Windows 7 is end of mainstream support (no new features) So my vote is for windows 10.


----------



## johnspack (Oct 11, 2015)

Windows 10 is also broken,  and full of ms malware....  I'd use 8.1 for 6 months or so and then go to 10.


----------



## FireFox (Oct 11, 2015)

Definitely W7.


----------



## Ebo (Oct 11, 2015)

johnspack said:


> Windows 7 is the new XP....   stick with 7 unless you know you need the features of 8.1/10.  I'd avoid 10 for now until they fix it,  8.1 at the most.



what is broken in win 10 ?........mine is working perfect and have done so since day 1. If you cant/dont like the way things looks, just use classic shell and it looks/works just like win 7.


----------



## P4-630 (Oct 11, 2015)




----------



## Mussels (Oct 11, 2015)

aasim1111 said:


> I m building a new gaming pc. Which Microsoft Os is best for gaming. I hate windows 8 but don't know for sure. Windows 7 n 10 seem good but I really don't know. So what do you experts think



buy windows 7, upgrade to 10. keep both 
For a gaming PC, windows 10 will be a requirement soon enough thanks to DX12. Two OS's for the price of one is a bargain however, especially if you run into issues with older games or something.

windows 10 is working great for me, except on an older laptop which is having wifi issues (which could be fixed with a new wifi card, but i'm lazy)


----------



## johnspack (Oct 11, 2015)

I won't go into win10...  I just have a hate for it.  8.1 is okay,  I just don't need it for now.  If I get my 970 card I may like win10 more.....


----------



## P4-630 (Oct 11, 2015)

I prefer windows 8.1, only have 1 small problem, the weather app is not working anymore.
It took some time to get used to, but overall windows 8.1 is good for gaming and I think it's faster than windows 7.
You don't need to use metro, just let windows boot up in the desktop.

Windows 10 has issues.
Also there won't be many DX12 games anytime soon.


----------



## MxPhenom 216 (Oct 11, 2015)

No problems here with Windows 10. No reason not to go with newest software to go with new hardware.


----------



## aasim1111 (Oct 11, 2015)

I m building with gigabyte z97x, Intel core 4690k, gtx 980ti, 16gb ram with 1tb ssd. Will be using 29 inch monitor on this bad boy. I definitely need a dx12 supporting os. (I don't even know which os support dx12)
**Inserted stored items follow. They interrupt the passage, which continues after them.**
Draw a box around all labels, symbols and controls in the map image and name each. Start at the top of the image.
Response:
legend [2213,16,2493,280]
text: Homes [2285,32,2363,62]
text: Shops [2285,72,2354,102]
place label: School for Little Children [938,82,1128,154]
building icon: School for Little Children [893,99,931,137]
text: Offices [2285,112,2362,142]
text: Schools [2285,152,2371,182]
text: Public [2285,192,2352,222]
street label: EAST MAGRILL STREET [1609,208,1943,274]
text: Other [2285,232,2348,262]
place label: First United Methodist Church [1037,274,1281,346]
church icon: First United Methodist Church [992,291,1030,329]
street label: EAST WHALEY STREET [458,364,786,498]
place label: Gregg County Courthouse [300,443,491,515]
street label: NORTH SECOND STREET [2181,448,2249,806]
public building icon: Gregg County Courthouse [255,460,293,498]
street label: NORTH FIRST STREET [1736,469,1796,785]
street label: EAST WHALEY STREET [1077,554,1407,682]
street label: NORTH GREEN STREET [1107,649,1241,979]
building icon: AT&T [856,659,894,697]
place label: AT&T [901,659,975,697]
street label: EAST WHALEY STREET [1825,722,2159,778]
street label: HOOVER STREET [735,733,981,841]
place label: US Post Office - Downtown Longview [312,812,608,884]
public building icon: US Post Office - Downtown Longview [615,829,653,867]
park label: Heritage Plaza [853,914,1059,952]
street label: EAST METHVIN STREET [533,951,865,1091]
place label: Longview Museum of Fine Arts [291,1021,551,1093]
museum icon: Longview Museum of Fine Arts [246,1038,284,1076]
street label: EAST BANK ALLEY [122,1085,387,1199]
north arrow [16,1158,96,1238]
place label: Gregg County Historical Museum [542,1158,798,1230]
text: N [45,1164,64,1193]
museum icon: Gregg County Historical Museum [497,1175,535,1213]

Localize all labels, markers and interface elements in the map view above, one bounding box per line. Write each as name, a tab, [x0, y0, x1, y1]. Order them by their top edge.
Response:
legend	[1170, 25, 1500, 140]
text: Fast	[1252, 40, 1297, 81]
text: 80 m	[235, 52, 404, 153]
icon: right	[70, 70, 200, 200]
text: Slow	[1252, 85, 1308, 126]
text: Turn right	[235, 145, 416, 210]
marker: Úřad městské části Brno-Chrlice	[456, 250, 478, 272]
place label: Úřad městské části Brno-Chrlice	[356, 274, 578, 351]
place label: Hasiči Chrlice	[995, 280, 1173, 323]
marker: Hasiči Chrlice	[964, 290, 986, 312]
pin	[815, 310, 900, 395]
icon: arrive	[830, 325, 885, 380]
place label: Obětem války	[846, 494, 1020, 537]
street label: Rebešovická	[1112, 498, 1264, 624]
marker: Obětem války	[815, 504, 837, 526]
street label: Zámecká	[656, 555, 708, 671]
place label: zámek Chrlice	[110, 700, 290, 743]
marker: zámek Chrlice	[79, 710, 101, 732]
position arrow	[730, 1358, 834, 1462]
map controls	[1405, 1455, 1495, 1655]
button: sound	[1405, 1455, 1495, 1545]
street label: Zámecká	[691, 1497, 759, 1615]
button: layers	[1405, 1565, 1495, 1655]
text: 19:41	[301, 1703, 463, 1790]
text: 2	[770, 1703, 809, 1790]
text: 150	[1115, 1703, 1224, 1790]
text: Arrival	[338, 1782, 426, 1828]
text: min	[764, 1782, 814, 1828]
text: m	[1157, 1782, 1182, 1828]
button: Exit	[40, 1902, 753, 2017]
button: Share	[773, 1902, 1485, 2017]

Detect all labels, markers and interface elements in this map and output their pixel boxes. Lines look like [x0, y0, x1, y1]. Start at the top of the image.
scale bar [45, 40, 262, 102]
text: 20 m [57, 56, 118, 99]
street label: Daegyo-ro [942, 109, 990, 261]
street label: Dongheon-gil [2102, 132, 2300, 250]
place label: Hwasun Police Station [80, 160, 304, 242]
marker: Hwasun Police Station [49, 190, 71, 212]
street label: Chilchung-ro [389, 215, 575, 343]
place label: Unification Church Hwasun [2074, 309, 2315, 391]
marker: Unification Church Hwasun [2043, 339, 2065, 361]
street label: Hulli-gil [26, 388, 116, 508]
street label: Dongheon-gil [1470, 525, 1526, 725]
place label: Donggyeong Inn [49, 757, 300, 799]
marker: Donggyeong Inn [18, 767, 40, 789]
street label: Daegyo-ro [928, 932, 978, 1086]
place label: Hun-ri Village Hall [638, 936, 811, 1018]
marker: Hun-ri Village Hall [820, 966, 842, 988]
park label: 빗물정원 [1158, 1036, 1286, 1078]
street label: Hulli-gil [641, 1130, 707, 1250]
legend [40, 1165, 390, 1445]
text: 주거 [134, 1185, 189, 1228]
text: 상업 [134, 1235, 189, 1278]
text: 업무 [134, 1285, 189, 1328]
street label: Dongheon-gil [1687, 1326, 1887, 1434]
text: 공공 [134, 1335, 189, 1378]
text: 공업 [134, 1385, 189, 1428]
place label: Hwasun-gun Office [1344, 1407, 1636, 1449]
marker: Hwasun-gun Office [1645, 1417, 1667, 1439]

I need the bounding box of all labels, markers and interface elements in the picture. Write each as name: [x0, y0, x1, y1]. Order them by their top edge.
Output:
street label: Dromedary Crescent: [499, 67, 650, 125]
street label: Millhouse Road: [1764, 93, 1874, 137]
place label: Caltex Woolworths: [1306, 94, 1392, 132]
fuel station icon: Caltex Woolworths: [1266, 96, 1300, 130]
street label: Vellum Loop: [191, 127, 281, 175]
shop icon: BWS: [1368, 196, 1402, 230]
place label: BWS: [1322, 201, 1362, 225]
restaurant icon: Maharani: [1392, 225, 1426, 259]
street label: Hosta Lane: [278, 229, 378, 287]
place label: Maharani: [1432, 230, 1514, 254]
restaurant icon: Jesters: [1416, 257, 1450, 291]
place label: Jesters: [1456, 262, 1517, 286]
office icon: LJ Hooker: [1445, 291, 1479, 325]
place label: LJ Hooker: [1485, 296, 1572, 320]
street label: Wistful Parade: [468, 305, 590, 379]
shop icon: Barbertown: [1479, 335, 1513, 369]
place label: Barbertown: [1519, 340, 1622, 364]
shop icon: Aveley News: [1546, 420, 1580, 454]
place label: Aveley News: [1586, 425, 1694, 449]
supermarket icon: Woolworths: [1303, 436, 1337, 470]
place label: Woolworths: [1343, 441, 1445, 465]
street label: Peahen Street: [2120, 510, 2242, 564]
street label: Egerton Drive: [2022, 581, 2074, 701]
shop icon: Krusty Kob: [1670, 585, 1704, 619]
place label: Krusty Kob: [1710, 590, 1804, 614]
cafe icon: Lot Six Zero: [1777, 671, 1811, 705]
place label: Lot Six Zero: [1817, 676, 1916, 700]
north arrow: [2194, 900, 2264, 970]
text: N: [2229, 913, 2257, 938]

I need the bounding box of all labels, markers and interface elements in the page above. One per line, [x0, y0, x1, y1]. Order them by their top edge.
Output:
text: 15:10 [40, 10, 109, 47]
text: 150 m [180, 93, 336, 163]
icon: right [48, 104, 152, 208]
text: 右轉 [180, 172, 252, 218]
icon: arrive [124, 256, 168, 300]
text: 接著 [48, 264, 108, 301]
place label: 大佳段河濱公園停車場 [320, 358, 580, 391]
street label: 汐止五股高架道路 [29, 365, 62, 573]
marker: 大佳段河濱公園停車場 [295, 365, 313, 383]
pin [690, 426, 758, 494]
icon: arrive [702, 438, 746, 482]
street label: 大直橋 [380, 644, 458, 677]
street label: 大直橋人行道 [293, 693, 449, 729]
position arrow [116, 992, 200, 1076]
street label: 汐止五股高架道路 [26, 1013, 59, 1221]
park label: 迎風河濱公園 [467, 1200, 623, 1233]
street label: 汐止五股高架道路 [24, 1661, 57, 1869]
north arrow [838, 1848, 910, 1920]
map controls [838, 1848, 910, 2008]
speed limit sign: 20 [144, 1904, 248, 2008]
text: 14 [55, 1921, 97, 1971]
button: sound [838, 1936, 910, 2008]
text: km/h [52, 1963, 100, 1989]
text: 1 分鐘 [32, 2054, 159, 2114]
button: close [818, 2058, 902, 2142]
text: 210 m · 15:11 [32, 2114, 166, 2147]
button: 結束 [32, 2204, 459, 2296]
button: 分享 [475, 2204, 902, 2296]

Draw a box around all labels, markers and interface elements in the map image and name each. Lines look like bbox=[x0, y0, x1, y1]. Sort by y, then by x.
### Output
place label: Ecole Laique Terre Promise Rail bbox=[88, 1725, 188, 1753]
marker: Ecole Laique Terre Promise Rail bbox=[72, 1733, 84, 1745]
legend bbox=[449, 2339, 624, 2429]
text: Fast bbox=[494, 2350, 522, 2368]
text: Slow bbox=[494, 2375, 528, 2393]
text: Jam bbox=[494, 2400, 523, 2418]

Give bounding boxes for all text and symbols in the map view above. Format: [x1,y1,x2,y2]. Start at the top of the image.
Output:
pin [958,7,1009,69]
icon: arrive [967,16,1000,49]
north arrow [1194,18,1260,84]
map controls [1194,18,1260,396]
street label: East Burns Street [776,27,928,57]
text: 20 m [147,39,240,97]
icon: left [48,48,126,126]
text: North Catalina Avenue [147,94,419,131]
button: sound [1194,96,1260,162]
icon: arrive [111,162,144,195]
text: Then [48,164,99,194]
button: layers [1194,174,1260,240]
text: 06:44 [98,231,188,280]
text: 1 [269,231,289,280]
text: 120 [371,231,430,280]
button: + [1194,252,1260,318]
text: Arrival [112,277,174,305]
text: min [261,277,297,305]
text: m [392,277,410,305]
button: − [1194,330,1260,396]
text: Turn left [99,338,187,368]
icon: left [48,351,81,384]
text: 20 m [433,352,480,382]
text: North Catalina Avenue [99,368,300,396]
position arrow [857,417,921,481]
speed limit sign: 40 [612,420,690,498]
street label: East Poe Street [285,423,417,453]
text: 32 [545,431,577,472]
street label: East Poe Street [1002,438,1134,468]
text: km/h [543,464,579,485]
If I buy the win 7 os In a few months(black Friday) will i be able to upgrade to Windows 10? If so should I choose this option or buy a win directly


----------



## Mussels (Oct 11, 2015)

aasim1111 said:


> I m building with gigabyte z97x, Intel core 4690k, gtx 980ti, 16gb ram with 1tb ssd. Will be using 29 inch monitor on this bad boy. I definitely need a dx12 supporting os. (I don't even know which os support dx12)
> 
> If I buy the win 7 os In a few months(black Friday) will i be able to upgrade to Windows 10? If so should I choose this option or buy a win directly



you need windows 10 for DX12. the end.


----------



## aasim1111 (Oct 11, 2015)

Hey I heard that I can still play on dx11 even if I have a dx12 gpu
 Is it true?

Since most games don't use Dx12 atm can I buy win7 and get free upgrade to Windows 10 later


----------



## Ebo (Oct 11, 2015)

aasim1111 said:


> Hey I heard that I can still play on dx11 even if I have a dx12 gpu
> Is it true?
> 
> Since most games don't use Dx12 atm can I buy win7 and get free upgrade to Windows 10 later



theres no problem in that.


----------



## Mussels (Oct 11, 2015)

that is correct, but remember the free windows 10 upgrade was only for a year - not sure when that offer ends.


----------



## aasim1111 (Oct 11, 2015)

But my question is, will win 10 upgrade still be available on Win7 considering I m buying the copy in November


----------



## aasim1111 (Oct 11, 2015)

Ok thnks scrap tht last post of mine. Thanks for the help everyone


----------



## Aquinus (Oct 11, 2015)

johnspack said:


> I won't go into win10... I just have a hate for it.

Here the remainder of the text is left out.